What to work on
In the material beneath, how many lines contain the word "each"? Give the count alone.

Extracted records
+++

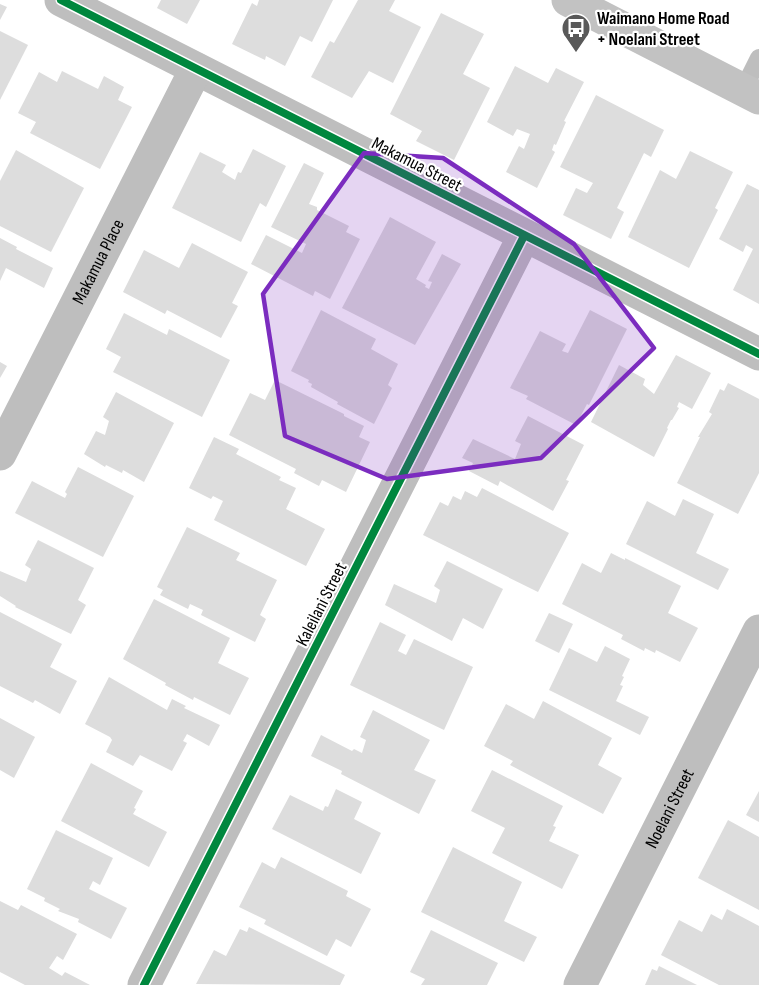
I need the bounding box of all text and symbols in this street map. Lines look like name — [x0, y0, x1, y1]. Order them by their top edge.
place label: Waimano Home Road + Noelani Street — [597, 8, 730, 50]
bus stop icon: Waimano Home Road + Noelani Street — [560, 12, 592, 54]
street label: Makamua Street — [368, 133, 466, 196]
street label: Makamua Place — [68, 216, 129, 308]
street label: Kaleilani Street — [291, 558, 352, 650]
street label: Noelani Street — [641, 765, 699, 852]

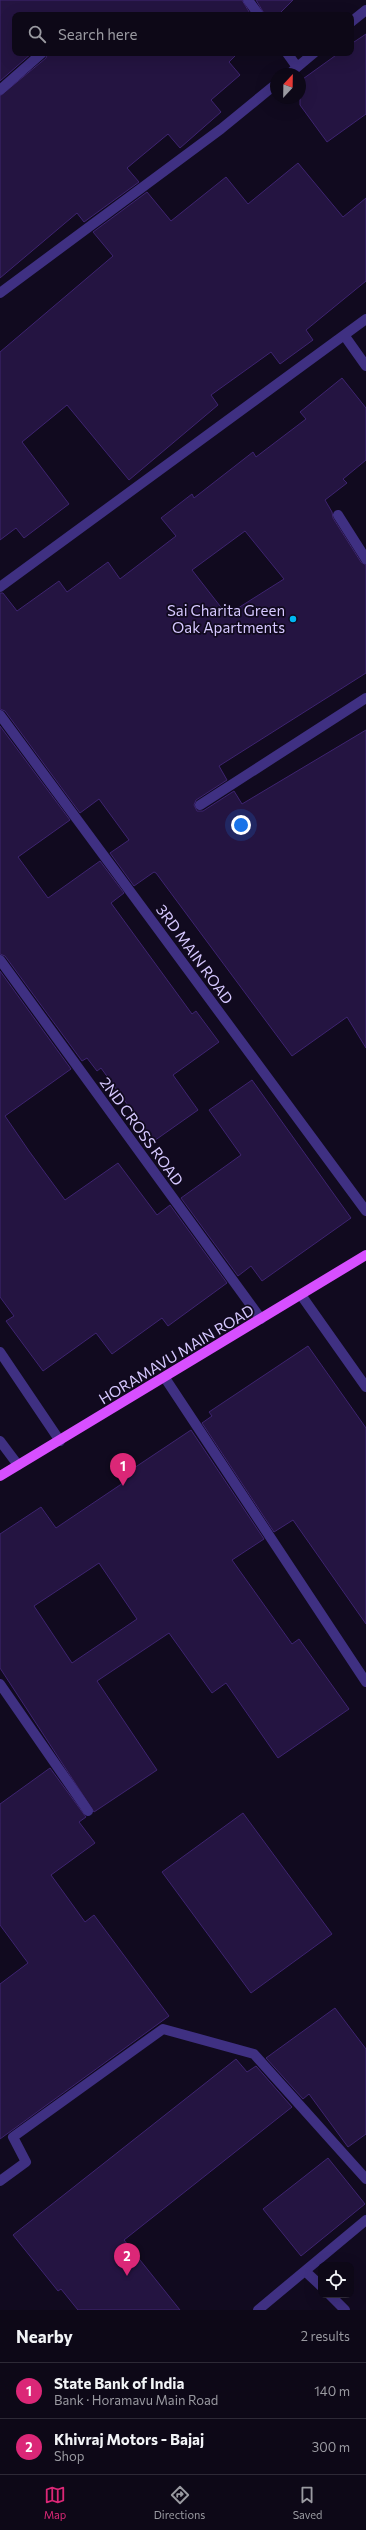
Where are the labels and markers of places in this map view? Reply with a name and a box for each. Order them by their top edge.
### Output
place label: Sai Charita Green Oak Apartments [167,601,285,636]
marker: Sai Charita Green Oak Apartments [288,614,298,624]
pin: 1 [110,1453,136,1486]
pin: 2 [114,2243,140,2276]

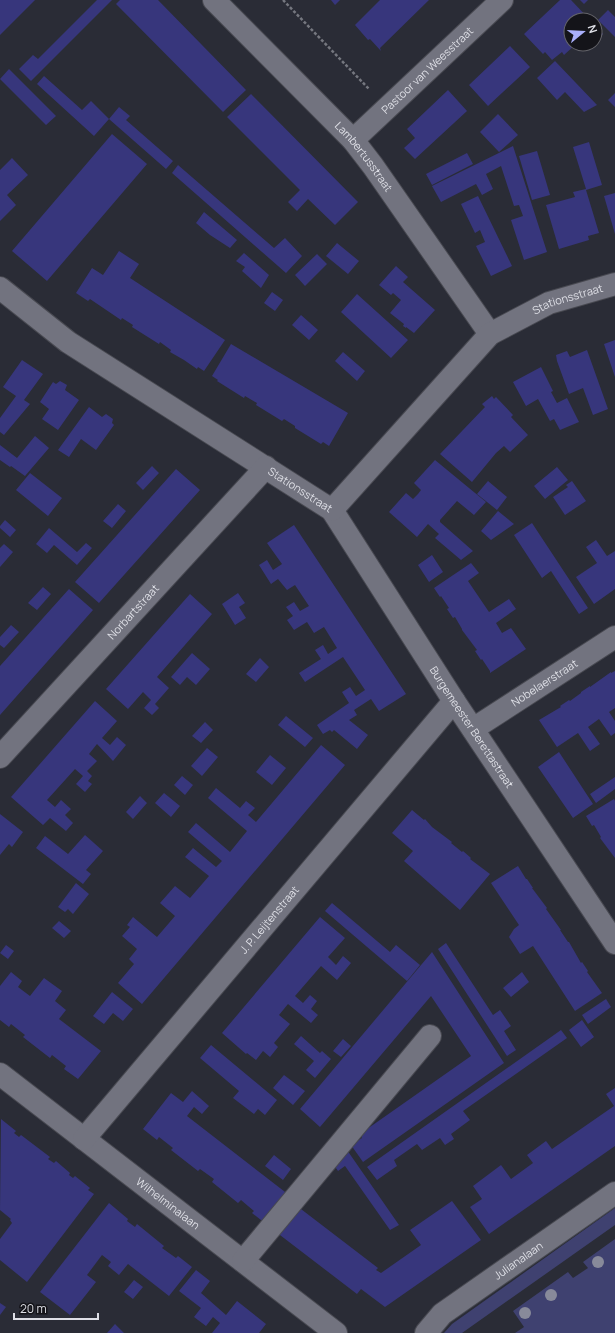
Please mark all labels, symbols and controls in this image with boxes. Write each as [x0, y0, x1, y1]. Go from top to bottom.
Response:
north arrow [563, 12, 603, 52]
street label: Pastoor van Weesstraat [378, 23, 476, 117]
text: N [585, 23, 601, 35]
street label: Lambertusstraat [332, 118, 396, 194]
street label: Stationsstraat [529, 280, 604, 318]
street label: Stationsstraat [265, 463, 336, 515]
street label: Norbartstraat [104, 581, 162, 642]
street label: Nobelaerstraat [508, 655, 580, 709]
street label: Burgemeester Berettastraat [427, 663, 518, 791]
street label: J. P. Leijtenstraat [236, 882, 302, 957]
street label: Wilhelminalaan [133, 1174, 203, 1232]
street label: Julianalaan [490, 1238, 546, 1283]
scale bar [14, 1295, 98, 1321]
text: 20 m [20, 1300, 47, 1317]

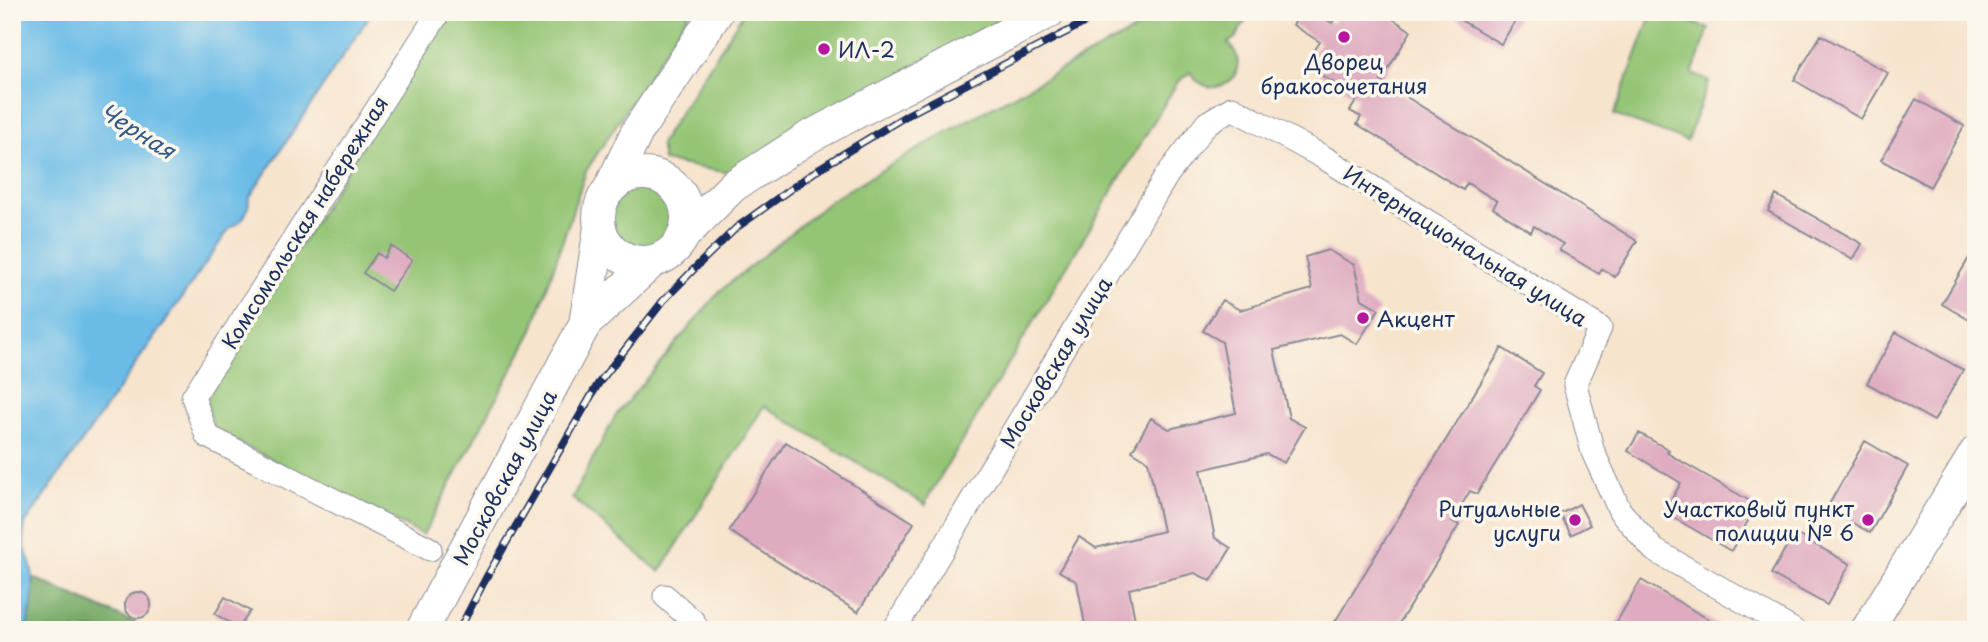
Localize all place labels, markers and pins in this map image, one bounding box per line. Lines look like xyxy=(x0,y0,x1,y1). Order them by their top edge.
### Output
marker: Дворец бракосочетания xyxy=(1336,29,1352,45)
place label: ИЛ-2 xyxy=(838,33,895,65)
marker: ИЛ-2 xyxy=(816,41,832,57)
place label: Дворец бракосочетания xyxy=(1260,45,1428,101)
place label: Акцент xyxy=(1377,302,1456,334)
marker: Акцент xyxy=(1355,310,1371,326)
place label: Ритуальные услуги xyxy=(1438,492,1561,548)
place label: Участковый пункт полиции № 6 xyxy=(1664,492,1855,548)
marker: Ритуальные услуги xyxy=(1567,512,1583,528)
marker: Участковый пункт полиции № 6 xyxy=(1860,512,1876,528)

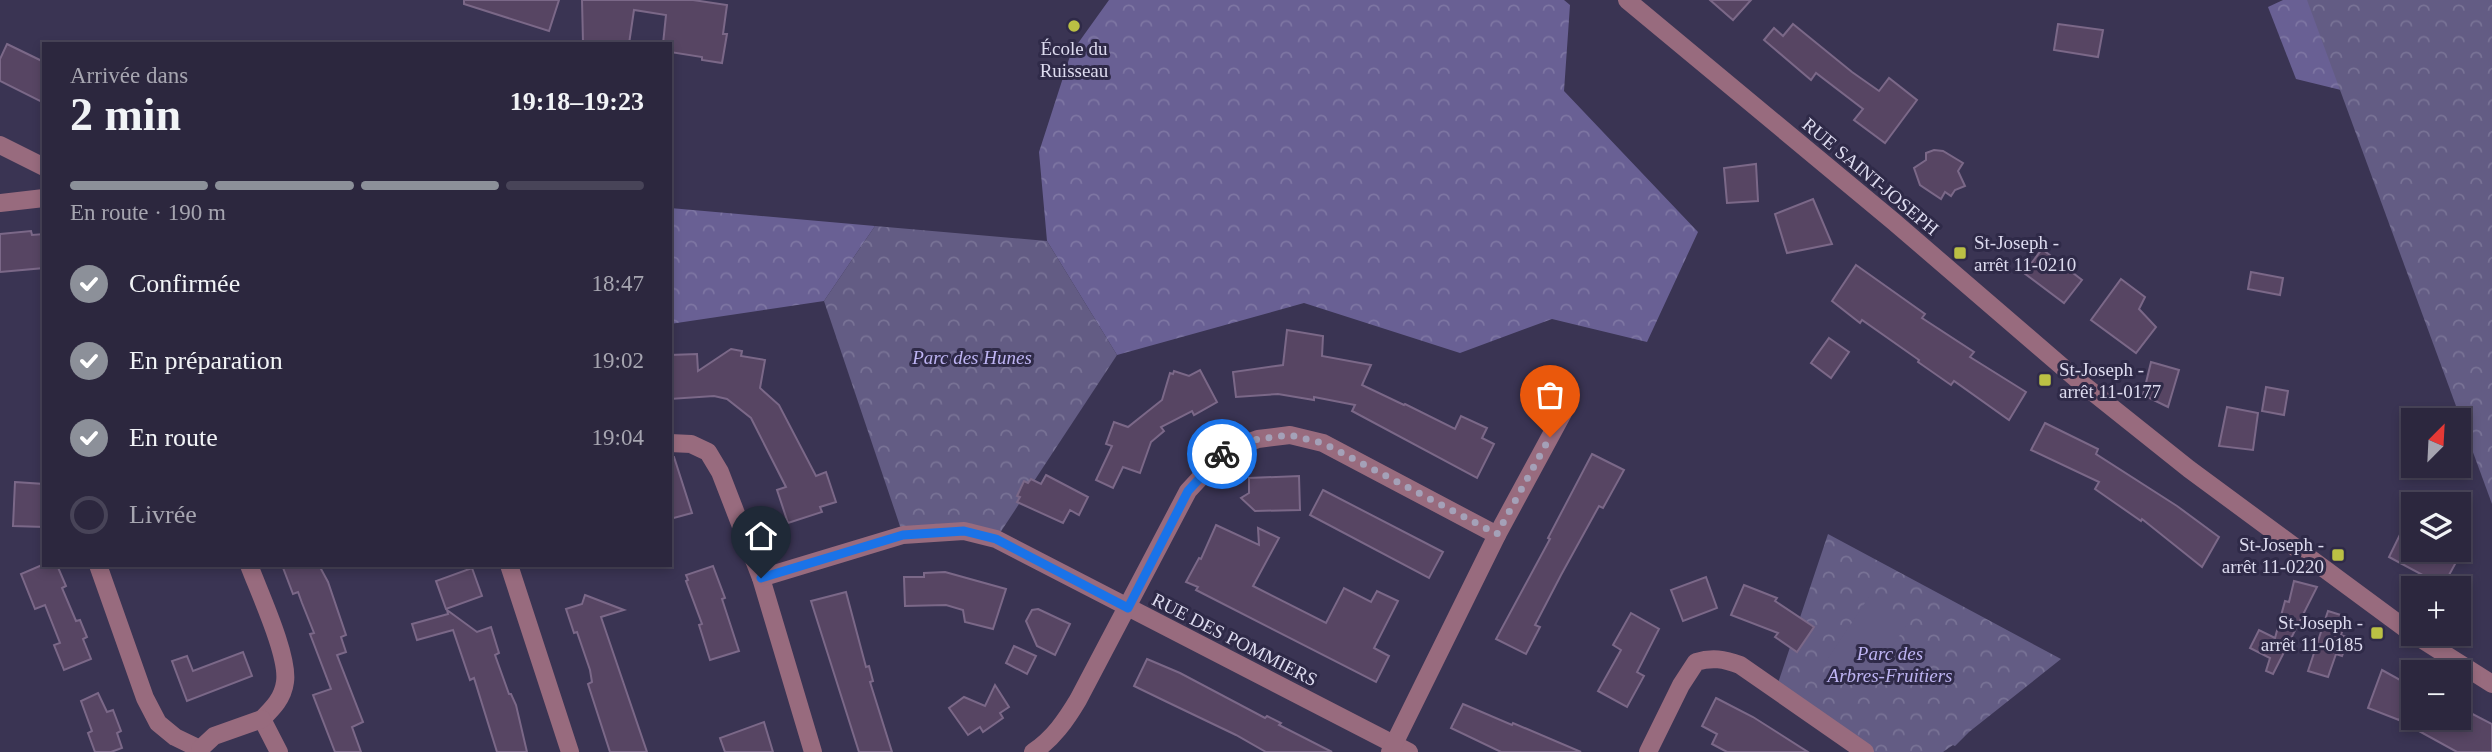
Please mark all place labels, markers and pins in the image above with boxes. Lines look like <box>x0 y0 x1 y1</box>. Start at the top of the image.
marker: École du Ruisseau <box>1066 18 1082 34</box>
place label: École du Ruisseau <box>1040 38 1109 81</box>
place label: St-Joseph - arrêt 11-0210 <box>1974 232 2076 275</box>
marker: St-Joseph - arrêt 11-0210 <box>1952 245 1968 261</box>
place label: St-Joseph - arrêt 11-0177 <box>2059 359 2161 402</box>
pin <box>1520 365 1580 437</box>
marker: St-Joseph - arrêt 11-0177 <box>2037 372 2053 388</box>
pin <box>731 506 791 578</box>
place label: St-Joseph - arrêt 11-0220 <box>2222 534 2324 577</box>
marker: St-Joseph - arrêt 11-0220 <box>2330 547 2346 563</box>
place label: St-Joseph - arrêt 11-0185 <box>2261 612 2363 655</box>
marker: St-Joseph - arrêt 11-0185 <box>2369 625 2385 641</box>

+++

Completed exercise
2